OS grid reference:- TA 165 549
The coastal village of Skipsea lies around 10 miles (16 km) to the south of the town of Bridlington and 6 miles (9.7 km) north of Hornsea
The first recorded mention of the village occurs in the twelfth century, but a settlement is known to have existed much earlier than this. The name Skipsea is of Scandinavian origin and this part of the English coast was widely settled by Viking invaders prior to the Norman Conquest.
There is some evidence to suggest that the name refers to its original Viking meaning of "Ship Lake", but the closest literal meaning of Skipsea is "a lake navigable by ships". This refers to the village's original location on the edge of a lake which was situated slightly inland from the sea. This land has since been lost to the sea due to the heavy erosion which occurs on this coast, thereby making Skipsea a seaside village.
By the end of the eleventh century, both Skipsea Castle and a church had been constructed, which encouraged the growth of the settlement. In the thirteenth and fourteenth centuries, local markets and fairs were granted.

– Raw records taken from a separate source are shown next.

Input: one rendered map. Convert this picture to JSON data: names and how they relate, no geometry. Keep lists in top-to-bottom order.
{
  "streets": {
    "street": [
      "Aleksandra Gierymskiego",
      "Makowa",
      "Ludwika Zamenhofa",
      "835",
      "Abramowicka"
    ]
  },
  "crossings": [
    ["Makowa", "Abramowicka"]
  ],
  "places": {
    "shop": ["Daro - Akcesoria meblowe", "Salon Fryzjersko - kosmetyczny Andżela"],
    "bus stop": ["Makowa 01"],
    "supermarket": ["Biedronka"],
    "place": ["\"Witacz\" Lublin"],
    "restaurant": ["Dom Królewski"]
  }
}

Skipsea has a pleasant sandy beach, pubs, a post office, general store and tea rooms. Many of the houses in the village use cobbles from the sea shore in both brickwork on the house exterior as well as for decorative purposes in brick walls around gardens.
The squat-towered Church of All Saints stands on a mound looking out over the former mere of Skipsea Castle. The first church to occupy the site was built in 1190, under the patronage of Odo, Count of Albemarle. It was later granted to Aumale Abbey. This early building was completely rebuilt in the fourteenth century, the battlemented clerestories were added in the fifteenth century. Carved heads by the east window are believed to perhaps represent Edward I and Eleanor of Castile.
The outside south wall of the nave features a mass dial and a consecration cross. The mass dial has a set of lines radiating outwards, but covering only 180 degrees. The consecration cross contains radiating lines covering a full 360 degrees.The oldest interior feature of the building is a medieval incised grave slab which is situated in a corner under the tower. It is believed to be a lid from the coffin of a medieval priest.
The remains of Skipsea Castle are situated just outside of the village.
The castle was built in 1086 by Drogo de la Beuvriere, who was married to the niece of William the Conquerer. The castle was constructed to secure the newly conquered region following William the Conqueror's Harrying of the North and to defend against any potential Danish invasion. It is the finest example of a Norman motte and bailey to survive in England although all that now remains is a grassed mound.
The castle motte rises to 11 metres high and would have had a gate house on its south west side. The bailey covers over 8 acres of land and is defended by a bank and an outer ditch. The motte and the bailey were separated by Skipsea Mere, an artificial lake which was linked to the sea during the medieval period via a navigable channel.
Drogo de la Beuvriere was accused of poisoning his wife and William the Conqueror granted the castle to Odo, the Count of Aumale. In 1096 it passed to Arnulf de Montgomery, but later returned to the Aumale fsmily's ownership in 1102. In 1221 the castle's then owner, William de Forz, Count of Aumale, rose in rebellion against King Henry III. The castle was captured by royalist forces and destroyed on the orders of the king.
Skipsea Castle is managed by English Heritage and is open to visitors.